I won’t be able to properly express why I found myself there.

Before that strange journey, the declaration of mountains, wind, and trees lay about me, and I found it enough. I could sit under the warm embrace of the sun and remember. Once, the blue ocean-sky or the occasional gift of diamond drops from a gray and mischievous cloud would bring quiet passion to my forgetful soul. Let me tell you, I saw a bolt of lightning once, from a distance. I stood on top of a roof and felt it charge the wet air around me and blink its fire in a brilliant show. I was alone with one other. He spoke to me that night. He told me I was that lightning. Oh yes, I believed Him, but it’s hard to believe Him very much sometimes, isn’t it? After all, He shone so much more brightly than the bolt itself that night that I wondered how much He knew about lightning at all.

One thing He taught me about lightning, though, is that it puts on just as much of a show when nobody watches it. That far flung field in the green valley that man has hardly ever touched is just as much a stage for the bolt as a crowded evening city. Its beauty is not derived from the eyes that see it, but from the story it tells as it flashes out. A story we hear sometimes, and a story that sometimes it just tells itself, just to become alive again. And that was I, according to Him. For a while I was in the field dancing my jolted form to the earth with declaration, and around me crackled the holy charge. For a while I didn’t care what animal scurried, or what human resounded their cheer… I just danced. In my heart, I was alone with one other. This was my state of being until the dancing became little more than a shuffle, and the words I used to tell the story became bigger and more “sophisticated.” It became about what stage I was on. Inside, my heart broke with a desire to dance, but outside my eyes were hungry and I looked for more. Tears can’t fall when the eyes do that, can they? Maybe that’s what it was: I was looking for more and then I found that place.

You asked why I came into that place… and to echo my earlier answer, I can’t much figure it out. Maybe the reason is that I had slipped, so softly. A mudslide so large you barely felt it. Like the melting of an iceberg, the shifting of a tectonic plate, or the rotation of the earth, a movement swift and large. You would have to struggle against an avalanche to understand it. How can you love something, and yet grow so distant from it? The wind became wind and the mountains became mountains. Nothing more, nothing less. I had glazed eyes. I drank from half-empty cups, rejected empathy, and filled my lungs with dust. I was a dull knife. Barely an ember, let alone a bolt of lightning. I drove, and worked, and ate, and lived… but I was hardly ever alive, you see? No more shuffle, just bigger words. No longer child-like. No imagination to truly see, and slowly, that night on the roof became nothing more than a ritual: put on the hat, shake the hands, say the line, move on. You remember Lucy asked for Aslan to tell her that wonderful story again and again? He said he would tell her even greater stories for the rest of time. I guess I told myself the stories instead of listening to Him. I guess I liked the way I told them more than the way He did.

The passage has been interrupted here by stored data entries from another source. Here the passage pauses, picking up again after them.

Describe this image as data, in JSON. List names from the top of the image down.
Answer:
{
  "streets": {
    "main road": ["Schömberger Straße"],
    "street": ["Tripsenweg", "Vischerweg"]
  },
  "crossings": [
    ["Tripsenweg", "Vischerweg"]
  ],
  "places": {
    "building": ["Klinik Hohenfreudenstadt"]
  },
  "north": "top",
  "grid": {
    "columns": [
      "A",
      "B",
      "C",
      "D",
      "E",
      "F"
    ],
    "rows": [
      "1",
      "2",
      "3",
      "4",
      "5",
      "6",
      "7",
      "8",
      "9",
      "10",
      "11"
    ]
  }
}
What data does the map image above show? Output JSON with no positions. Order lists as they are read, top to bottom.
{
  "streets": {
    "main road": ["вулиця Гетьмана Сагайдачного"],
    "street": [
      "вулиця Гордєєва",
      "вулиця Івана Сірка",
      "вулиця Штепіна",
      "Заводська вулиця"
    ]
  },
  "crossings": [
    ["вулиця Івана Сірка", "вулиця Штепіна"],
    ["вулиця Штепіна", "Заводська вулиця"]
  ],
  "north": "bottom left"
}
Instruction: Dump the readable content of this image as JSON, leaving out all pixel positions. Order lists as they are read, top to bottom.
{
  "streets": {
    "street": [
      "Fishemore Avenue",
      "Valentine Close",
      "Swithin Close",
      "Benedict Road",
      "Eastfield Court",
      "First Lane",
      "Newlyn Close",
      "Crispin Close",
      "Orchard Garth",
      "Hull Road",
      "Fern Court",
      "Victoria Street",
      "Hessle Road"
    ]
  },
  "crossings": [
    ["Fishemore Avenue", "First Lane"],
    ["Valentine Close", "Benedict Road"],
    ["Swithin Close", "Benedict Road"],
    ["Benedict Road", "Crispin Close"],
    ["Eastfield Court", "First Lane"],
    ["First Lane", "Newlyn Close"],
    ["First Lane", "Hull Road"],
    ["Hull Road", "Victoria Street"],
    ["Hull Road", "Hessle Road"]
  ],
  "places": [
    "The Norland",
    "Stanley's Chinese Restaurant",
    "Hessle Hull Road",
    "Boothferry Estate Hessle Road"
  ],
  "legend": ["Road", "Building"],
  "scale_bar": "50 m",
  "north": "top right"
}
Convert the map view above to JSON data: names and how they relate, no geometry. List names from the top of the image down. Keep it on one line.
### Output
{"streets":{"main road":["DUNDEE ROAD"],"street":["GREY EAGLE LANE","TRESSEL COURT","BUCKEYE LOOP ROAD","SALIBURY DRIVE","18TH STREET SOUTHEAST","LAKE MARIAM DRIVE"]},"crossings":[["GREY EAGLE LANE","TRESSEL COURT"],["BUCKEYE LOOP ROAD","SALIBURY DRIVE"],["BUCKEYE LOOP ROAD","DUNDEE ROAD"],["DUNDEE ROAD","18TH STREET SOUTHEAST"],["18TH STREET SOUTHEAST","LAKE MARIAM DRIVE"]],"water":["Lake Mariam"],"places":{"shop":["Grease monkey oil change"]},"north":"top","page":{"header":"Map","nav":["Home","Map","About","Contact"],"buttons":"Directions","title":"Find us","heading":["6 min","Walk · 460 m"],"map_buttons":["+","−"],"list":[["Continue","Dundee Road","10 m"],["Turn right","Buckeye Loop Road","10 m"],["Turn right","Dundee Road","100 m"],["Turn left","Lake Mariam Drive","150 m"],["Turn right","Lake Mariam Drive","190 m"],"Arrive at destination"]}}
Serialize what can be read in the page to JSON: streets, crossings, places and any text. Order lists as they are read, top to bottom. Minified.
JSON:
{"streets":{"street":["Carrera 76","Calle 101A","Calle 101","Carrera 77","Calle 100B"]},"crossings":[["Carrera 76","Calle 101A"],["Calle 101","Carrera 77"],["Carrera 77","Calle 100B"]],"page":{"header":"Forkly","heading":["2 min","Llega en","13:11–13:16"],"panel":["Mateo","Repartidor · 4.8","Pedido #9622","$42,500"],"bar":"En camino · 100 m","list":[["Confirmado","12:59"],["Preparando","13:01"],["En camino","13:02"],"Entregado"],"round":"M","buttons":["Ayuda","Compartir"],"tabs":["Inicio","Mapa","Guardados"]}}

No, I don’t know exactly why I came into that place, but I will tell how it happened. I was walking through the brilliance one day, not much looking at the swaying branches or listening to the bird songs, and then the next thing I knew, I was there in a large dried out seabed. White, cracked world all around me. The sun looked down on me with violent disdain, and all around me was silent. My immediate first thought was that I stood accused in a court room and there was no voice to cry out for my innocence. The sun, the judge, ready to throw down its mighty gavel and condemn me. The death sentence. My second thought was where am I? The third, how did I get here? And the fourth, how do I get out? Having had those four immediate thoughts, and pondering them for a while, I set out in the direction of the sun, as it seemed to either be rising or setting. It was hard to tell in this place, you see? Too much nothing to make sense of anything. I soon found out that it was setting, though, and as the judge walked away, I sensed almost a sadness in its final look towards me. Once the judge had left the courtroom, it was dark, and with the darkness, I found something even more grave: Within my mind, though I tried desperately, I could not conjure up even a single mental image of the wonderful world I had been so quickly thrown out of. Walking by the dim light of the stars, I wondered for the first time in my entire life if everything that had come before this place had merely been a dream…

-GS

(Judges 8:33-34)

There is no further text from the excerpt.